Nos ha acompañado nuestro hermano dominico Javier Garzón. En su mensaje, nos ha comunicado, nos ha transmitido la esencia del tiempo que justo iniciaba el anochecer de este día. Adviento es el encuentro, desde la Palabra de Dios, de la Esperanza de un futuro mejor para nuestro mundo, el proyecto de Dios para cada uno de nosotros.
Somos llamados a ser memoria y profecía, memoria y esperanza. Hemos dado una respuesta al llamamiento de Dios y somos señal que apunta al Dios que nos ha llamado.
Estamos llamados a ser almendros que anuncian la nueva primavera, centinelas en el mundo que viven la esperanza, que vigilan, que contemplan el horizonte, que anuncian con la vida y la palabra que el Señor viene, que está muy cerca, que Él tiene su morada dentro nuestro, dentro de cada persona que mantiene una espera vigilando y confiada.
Esta se nuestra misión como Familia Dominicana: ser centinelas en nuestro mundo, porque vivimos la Esperanza, porque creemos en la Venida del Señor.

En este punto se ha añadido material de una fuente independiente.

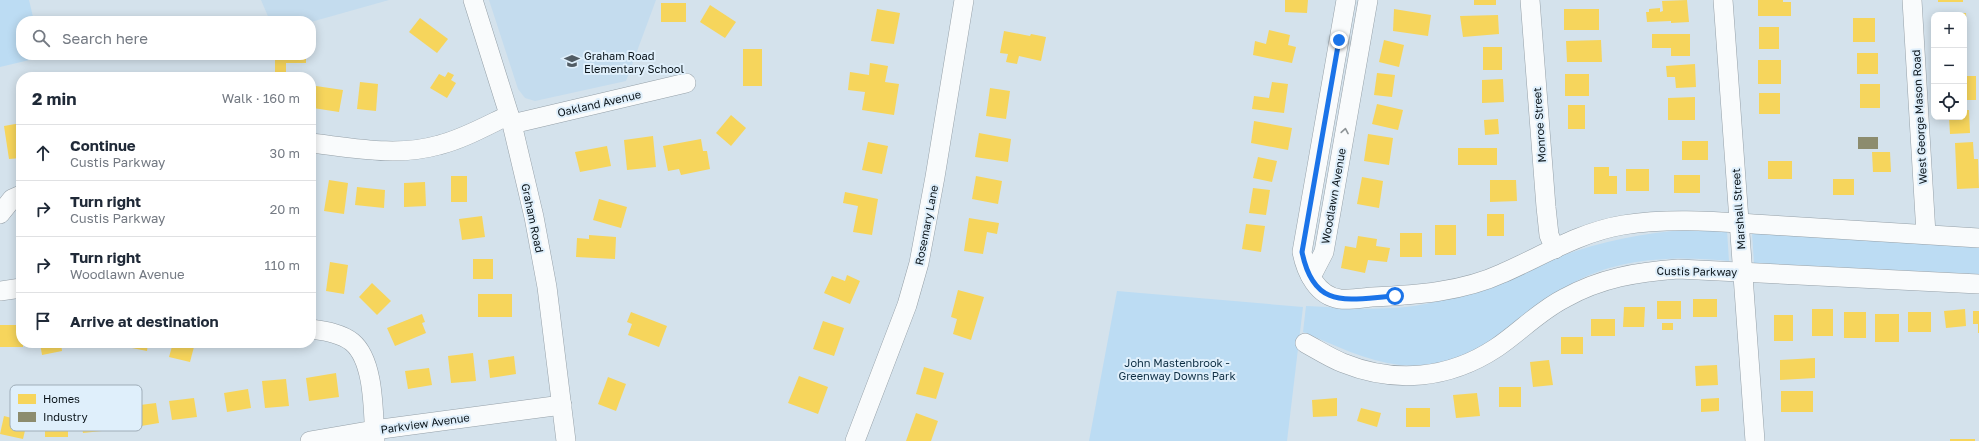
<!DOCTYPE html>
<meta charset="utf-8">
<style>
:root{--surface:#fff;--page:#f6f6f7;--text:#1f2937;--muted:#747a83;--line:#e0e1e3}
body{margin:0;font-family:"Golos Text",sans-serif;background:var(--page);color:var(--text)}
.controls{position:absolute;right:12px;top:12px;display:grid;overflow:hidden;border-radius:8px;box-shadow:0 2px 10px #0003}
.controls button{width:36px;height:36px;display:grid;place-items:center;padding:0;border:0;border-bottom:1px solid var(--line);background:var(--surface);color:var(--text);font:20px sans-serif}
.stop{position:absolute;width:12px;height:12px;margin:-9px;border:3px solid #1a73e8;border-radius:50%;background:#fff}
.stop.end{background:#1a73e8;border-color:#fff;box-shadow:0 1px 4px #0008}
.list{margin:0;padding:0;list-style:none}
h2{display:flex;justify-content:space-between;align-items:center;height:52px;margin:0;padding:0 16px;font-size:17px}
h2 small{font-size:13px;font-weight:400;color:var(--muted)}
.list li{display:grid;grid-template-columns:26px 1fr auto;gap:12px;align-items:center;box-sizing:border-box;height:56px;padding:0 16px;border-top:1px solid var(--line)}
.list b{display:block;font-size:15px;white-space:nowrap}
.list p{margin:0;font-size:13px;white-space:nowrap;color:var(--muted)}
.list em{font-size:13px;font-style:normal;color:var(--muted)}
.icon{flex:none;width:22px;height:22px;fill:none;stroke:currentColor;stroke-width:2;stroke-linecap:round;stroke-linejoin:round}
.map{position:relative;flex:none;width:1979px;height:441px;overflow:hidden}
.search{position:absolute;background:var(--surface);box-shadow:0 2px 10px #0003;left:16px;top:16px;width:300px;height:44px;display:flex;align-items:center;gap:10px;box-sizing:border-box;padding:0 14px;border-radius:16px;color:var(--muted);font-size:15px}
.panel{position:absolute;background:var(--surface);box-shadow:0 2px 10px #0003;left:16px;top:72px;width:300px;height:276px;border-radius:16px}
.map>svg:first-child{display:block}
.built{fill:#c4dcee}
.green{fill:#bcdcf3}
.homes{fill:#f6d55c}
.industry{fill:#8c8c6e}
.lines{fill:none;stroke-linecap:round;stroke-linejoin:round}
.minor-casing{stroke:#95a0a8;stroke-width:20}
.minor{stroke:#f9fbfc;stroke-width:19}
.oneway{stroke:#8d9396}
.route{stroke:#1a73e8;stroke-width:5}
.labels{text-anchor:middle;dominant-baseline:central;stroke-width:4;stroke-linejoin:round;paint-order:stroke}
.poi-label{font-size:11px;fill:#0a141a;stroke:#dfeffb;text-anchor:start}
.street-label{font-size:11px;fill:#0a141a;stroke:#dfeffb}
.park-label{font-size:11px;fill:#0f2f44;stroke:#dfeffb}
.key{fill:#dfeffb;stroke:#9fadb8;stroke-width:1}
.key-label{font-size:11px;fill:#0a141a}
</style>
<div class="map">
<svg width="1979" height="441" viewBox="0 0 1979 441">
<rect width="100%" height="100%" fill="#d4e2ec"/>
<g class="built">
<path d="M261 0H389L311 22 270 21Z"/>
<path d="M489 0H656L626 81 535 101 525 98 518 89Z"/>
</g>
<g class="green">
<path d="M0 0H29L34 21H21V55H42V57L0 67Z"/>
<path d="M1686 230H1727L1729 261C1678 256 1622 257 1575 282 1547 296 1526 320 1500 337 1470 356 1435 368 1400 365 1366 361 1334 345 1303 332L1306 306C1347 308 1389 312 1430 303 1471 294 1508 276 1547 261 1592 244 1637 233 1686 230Z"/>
<path d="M1752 233 1979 245V274L1754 263Z"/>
<path d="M1117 291 1303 307 1287 441H1089Z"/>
</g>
<g class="homes">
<path d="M1285 0H1308L1307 13 1285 12Z"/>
<rect x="1474" y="0" width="22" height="5"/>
<path d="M1687 0 1689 22 1671 23V21L1647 22 1646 12H1649V9L1660 8V12L1663 11 1662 1Z"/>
<path d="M1758 0H1783V2H1791V16H1758Z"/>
<rect x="1938" y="0" width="25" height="2"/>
<rect x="661" y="3" width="25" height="19"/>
<path d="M710 5 736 22 725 38 700 22Z"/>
<path d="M877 9 900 13 894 44 871 41Z"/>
<path d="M1394 9 1431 15 1428 36 1393 31Z"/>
<rect x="1564" y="9" width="35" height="21"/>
<path d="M1966 13 1967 43H1964V15L1958 14Z"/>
<path d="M1498 15 1499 34 1463 37 1460 16Z"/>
<path d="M420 18 448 39 437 53 409 32Z"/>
<rect x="1853" y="18" width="22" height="24"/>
<rect x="1759" y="27" width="20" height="22"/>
<path d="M1269 30 1290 35 1288 45 1296 47 1292 63 1253 55 1255 41 1266 44Z"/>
<path d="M1004 31 1030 36 1031 34 1046 37 1041 61 1019 56 1017 64 1006 62 1008 54 1000 53Z"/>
<path d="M1652 34H1690V56H1671V48H1652Z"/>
<path d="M1384 40 1404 45 1399 67 1379 62Z"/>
<path d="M1601 40 1602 62H1567L1566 41Z"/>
<rect x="1483" y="47" width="19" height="23"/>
<rect x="743" y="49" width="19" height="37"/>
<rect x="1857" y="53" width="21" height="21"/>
<path d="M275 55H306V63H286V74H305V77H275Z"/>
<rect x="1758" y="60" width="23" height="24"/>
<path d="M870 63 888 66 885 82 899 84 894 115 862 110 865 92 848 90 850 72 869 75Z"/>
<path d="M1695 64 1696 87 1676 88 1675 77H1667L1666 66Z"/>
<path d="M448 72 454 75 451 80 456 83 447 98 430 88 439 74 445 77Z"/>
<path d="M1377 73 1395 75 1392 97 1374 95Z"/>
<rect x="1565" y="74" width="24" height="22"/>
<rect x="1964" y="76" width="12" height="24"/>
<path d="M1503 79 1504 102 1482 103V80Z"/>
<path d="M360 82 378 84 376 111 357 109Z"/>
<path d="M1272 82 1288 84 1284 113 1252 109 1254 96 1269 98Z"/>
<rect x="1860" y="84" width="20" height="24"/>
<path d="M316 86 343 90 339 112 313 108Z"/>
<path d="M990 88 1010 91 1006 119 986 116Z"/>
<rect x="1759" y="93" width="21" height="21"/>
<path d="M1695 97V120H1668V98Z"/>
<path d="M1377 104 1403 110 1398 130 1372 124Z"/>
<rect x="1568" y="105" width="17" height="24"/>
<path d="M1964 110H1969L1970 133 1950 134 1949 117H1964Z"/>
<path d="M731 115 746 128 731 146 716 133Z"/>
<path d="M1498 119 1499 134 1485 135 1484 120Z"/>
<path d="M1254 121 1292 128 1288 150 1251 143Z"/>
<path d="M21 123V158L9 159 4 126Z"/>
<path d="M979 133 1011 139 1008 162 975 157Z"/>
<path d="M1368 134 1393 138 1389 165 1364 161Z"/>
<path d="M653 136 656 167 627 170 624 140Z"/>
<path d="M701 139 703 151H707L710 169 681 175 679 169 668 171 663 146Z"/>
<rect x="1682" y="141" width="26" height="19"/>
<path d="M868 142 888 146 882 174 862 170Z"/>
<path d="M1973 142 1974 159H1978L1979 188 1957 189 1955 143Z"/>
<path d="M607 146 611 166 580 172 575 152Z"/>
<rect x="1458" y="148" width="39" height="17"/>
<path d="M1872 152H1890L1891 172H1873Z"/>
<path d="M1258 157 1277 161 1272 182 1253 178Z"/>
<rect x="1768" y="161" width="24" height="18"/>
<path d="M1594 167H1609V176H1617V194H1594Z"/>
<rect x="1626" y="169" width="23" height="22"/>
<rect x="1674" y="175" width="26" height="18"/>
<rect x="451" y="176" width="16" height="26"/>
<path d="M976 176 1002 181 998 204 972 199Z"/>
<path d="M1362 177 1383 181 1379 208 1357 204Z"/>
<rect x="1833" y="179" width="21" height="16"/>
<path d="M329 180 348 183 344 214 324 211Z"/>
<path d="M1490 180H1516L1517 201 1490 202Z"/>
<path d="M425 182 426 206 404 207V183Z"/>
<path d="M357 187 385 190 384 208 355 205Z"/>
<path d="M1253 188 1270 190 1266 215 1249 213Z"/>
<path d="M845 192 878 199 872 235 853 232 858 206 843 203Z"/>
<path d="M599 199 627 207 621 228 593 220Z"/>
<rect x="1487" y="214" width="17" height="22"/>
<path d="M482 216 485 237 462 240 459 219Z"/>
<path d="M969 218 999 223 997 234 987 232 983 254 964 251Z"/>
<path d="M1246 224 1265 226 1261 252 1242 249Z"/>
<rect x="1435" y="225" width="21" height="30"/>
<rect x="1400" y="233" width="22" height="24"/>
<path d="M589 235 616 237 615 259 576 257 577 238 589 239Z"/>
<path d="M1358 236 1377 239 1376 246 1390 248 1387 262 1368 260 1365 273 1341 268 1345 246 1356 248Z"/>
<rect x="473" y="259" width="20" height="20"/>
<path d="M330 262 348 265 344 294 326 291Z"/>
<path d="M847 275 860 281 850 304 824 293 832 276 845 281Z"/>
<path d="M372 283 391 301 377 315 359 297Z"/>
<path d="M958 290 984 297 971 340 953 334 957 319 951 317Z"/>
<rect x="478" y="294" width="34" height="23"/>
<rect x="1693" y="299" width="24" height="18"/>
<rect x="1657" y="301" width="24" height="18"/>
<path d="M1624 307H1645L1644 327H1623Z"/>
<rect x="1812" y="309" width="21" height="27"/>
<path d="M1965 309 1966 326 1946 328 1944 311Z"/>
<path d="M1973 311H1979V333H1978V324H1973Z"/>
<path d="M631 312 667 326 659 347 628 335 632 324 627 322Z"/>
<rect x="1844" y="312" width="22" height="26"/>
<rect x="1908" y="312" width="23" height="20"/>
<path d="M422 314 425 322 422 323 426 333 395 346 387 328Z"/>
<rect x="1875" y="314" width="24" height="28"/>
<rect x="1774" y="315" width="19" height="26"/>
<rect x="1591" y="319" width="24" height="17"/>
<path d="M823 321 844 328 834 356 813 349Z"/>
<rect x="1662" y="323" width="11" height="7"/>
<path d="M0 325H21V343H23V347H0Z"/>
<rect x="1561" y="337" width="22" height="17"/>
<path d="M40 343H61L62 351 42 355Z"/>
<path d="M128 343H148L147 351 127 347Z"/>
<path d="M173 343H195L190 362 169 357Z"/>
<path d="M473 353 476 381 451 383 448 356Z"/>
<path d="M514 356 516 374 490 378 488 360Z"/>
<path d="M1815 358V378L1780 380V360Z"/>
<path d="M1549 360 1553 385 1533 387 1530 362Z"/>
<path d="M1717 365 1718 385 1696 386 1695 366Z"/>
<path d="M924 367 944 373 936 399 916 394Z"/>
<path d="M429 368 432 385 408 389 405 371Z"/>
<path d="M336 373 339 397 309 401 306 378Z"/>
<path d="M799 376 828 387 818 414 788 403Z"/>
<path d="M608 377 626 384 616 411 598 404Z"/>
<path d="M286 379 289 406 265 408 262 381Z"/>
<rect x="1499" y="387" width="22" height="20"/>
<path d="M248 389 251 408 227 412 224 393Z"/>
<rect x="1781" y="391" width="32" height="21"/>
<path d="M1477 393 1480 416 1456 418 1453 395Z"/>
<path d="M194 398 197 417 172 420 169 401Z"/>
<path d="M1337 398V416L1313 417 1312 400Z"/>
<path d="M1719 398V411L1701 412V399Z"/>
<path d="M156 403 159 423 135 427 132 406Z"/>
<rect x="45" y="408" width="23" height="29"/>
<path d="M108 408 111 430 83 433 81 422 87 421 86 411Z"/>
<path d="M1361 408 1381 413 1377 427 1357 421Z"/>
<rect x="1406" y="408" width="24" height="19"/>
<path d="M916 413 938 421 931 441H906Z"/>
<path d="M4 416 27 422 23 439 0 434Z"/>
<rect x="1950" y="439" width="25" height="2"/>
</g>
<rect class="industry" x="1858" y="137" width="20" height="12"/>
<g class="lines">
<g class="minor-casing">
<g id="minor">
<path d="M473 0 512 124 534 217 547 287 566 441"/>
<path d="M1346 0 1302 252C1306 272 1317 296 1340 299 1350 300 1362 298 1372 297 1416 295 1462 292 1503 273 1542 256 1580 232 1623 225 1672 217 1721 222 1770 225 1840 229 1909 234 1979 238"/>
<path d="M1530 0 1546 207 1549 235 1555 249"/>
<path d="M1723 0 1755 441"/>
<path d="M1912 0 1926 234"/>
<path d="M512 124 686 83"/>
<path d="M311 143C354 148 397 157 439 145 463 139 486 126 509 115"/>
<path d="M0 214 12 199 21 195"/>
<path d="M1311 277 1324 252 1368 0"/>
<path d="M0 291 21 288"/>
<path d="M311 329C324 331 341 333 352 342 375 361 373 413 375 441"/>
<path d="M1305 343C1318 350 1330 358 1343 363 1395 384 1449 379 1496 348 1520 332 1539 311 1565 298 1601 278 1637 272 1678 269L1979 284"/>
<path d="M310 441 374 430 562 405"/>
<path d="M855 441 907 305 919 263 935 177 964 0"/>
</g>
</g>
<use href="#minor" class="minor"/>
</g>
<defs><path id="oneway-chevron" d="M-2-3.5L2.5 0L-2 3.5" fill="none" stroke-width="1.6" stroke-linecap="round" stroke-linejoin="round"/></defs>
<use class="oneway" href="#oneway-chevron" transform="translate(1345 131) rotate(-80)"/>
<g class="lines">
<path class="route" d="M1339 40 1302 252C1314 311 1348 299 1395 296"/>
</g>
<defs>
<g id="school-bare" transform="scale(1.2)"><path d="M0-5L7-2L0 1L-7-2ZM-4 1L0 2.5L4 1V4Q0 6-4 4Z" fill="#515c64" stroke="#dfeffb" stroke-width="2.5" paint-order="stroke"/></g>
</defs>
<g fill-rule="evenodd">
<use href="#school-bare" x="572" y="61"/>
</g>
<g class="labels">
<g class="poi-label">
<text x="584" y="55">Graham Road<tspan x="584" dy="13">Elementary School</tspan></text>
</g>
<g class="street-label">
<text transform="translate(599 103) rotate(-13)">Oakland Avenue</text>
<text transform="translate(1919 117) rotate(-93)">West George Mason Road</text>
<text transform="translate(1539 125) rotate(-94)">Monroe Street</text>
<text transform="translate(1333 196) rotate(-80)">Woodlawn Avenue</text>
<text transform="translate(1738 209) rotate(-94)">Marshall Street</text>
<text transform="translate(533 218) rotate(78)">Graham Road</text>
<text transform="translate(926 225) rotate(-79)">Rosemary Lane</text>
<text transform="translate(1697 271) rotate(1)">Custis Parkway</text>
<text transform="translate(425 423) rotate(-8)">Parkview Avenue</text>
</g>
<g class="park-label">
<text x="1177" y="362">John Mastenbrook -<tspan x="1177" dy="13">Greenway Downs Park</tspan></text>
</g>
</g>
<rect x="10" y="385" width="132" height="46" rx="6" class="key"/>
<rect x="18" y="394" width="18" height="10" fill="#f6d55c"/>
<rect x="18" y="412" width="18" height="10" fill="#8c8c6e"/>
<g class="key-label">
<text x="43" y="403">Homes</text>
<text x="43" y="421">Industry</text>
</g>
</svg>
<div class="controls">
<button>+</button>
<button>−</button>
<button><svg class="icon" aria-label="locate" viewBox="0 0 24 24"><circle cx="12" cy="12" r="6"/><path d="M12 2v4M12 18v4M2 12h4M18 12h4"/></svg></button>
</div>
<div class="stop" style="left:1395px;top:296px"></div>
<div class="stop end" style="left:1339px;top:40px"></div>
<div class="search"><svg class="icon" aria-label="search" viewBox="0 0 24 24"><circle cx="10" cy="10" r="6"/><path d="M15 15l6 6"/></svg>Search here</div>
<section class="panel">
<h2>2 min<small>Walk · 160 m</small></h2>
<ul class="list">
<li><svg class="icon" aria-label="ahead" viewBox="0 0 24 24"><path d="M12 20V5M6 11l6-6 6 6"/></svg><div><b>Continue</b><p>Custis Parkway</p></div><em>30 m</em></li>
<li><svg class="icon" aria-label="right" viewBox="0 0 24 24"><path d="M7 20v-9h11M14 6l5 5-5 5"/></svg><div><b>Turn right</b><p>Custis Parkway</p></div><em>20 m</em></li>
<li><svg class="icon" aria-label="right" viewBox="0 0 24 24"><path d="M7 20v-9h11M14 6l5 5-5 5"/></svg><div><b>Turn right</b><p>Woodlawn Avenue</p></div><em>110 m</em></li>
<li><svg class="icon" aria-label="arrive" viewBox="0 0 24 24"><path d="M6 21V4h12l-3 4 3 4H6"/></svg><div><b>Arrive at destination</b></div></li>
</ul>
</section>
</div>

Y nuestro icono, en este tiempo, es MARIA, la mujer de la esperanza, la mujer de la Anunciación (fresco del fraile dominico, del Renacimiento, “fray Angélico”).
Hemos celebrado la Eucaristía y Vísperas del Primer Domingo del Adviento en un clima de serenidad y gozo conscientes que, como Familia Dominicana, estamos llamados a ser centinelas que, desde la Palabra de Dios y la propia vida, anuncian que el Señor se acerca.
Y, para finalizar, hemos compartido una rica merienda.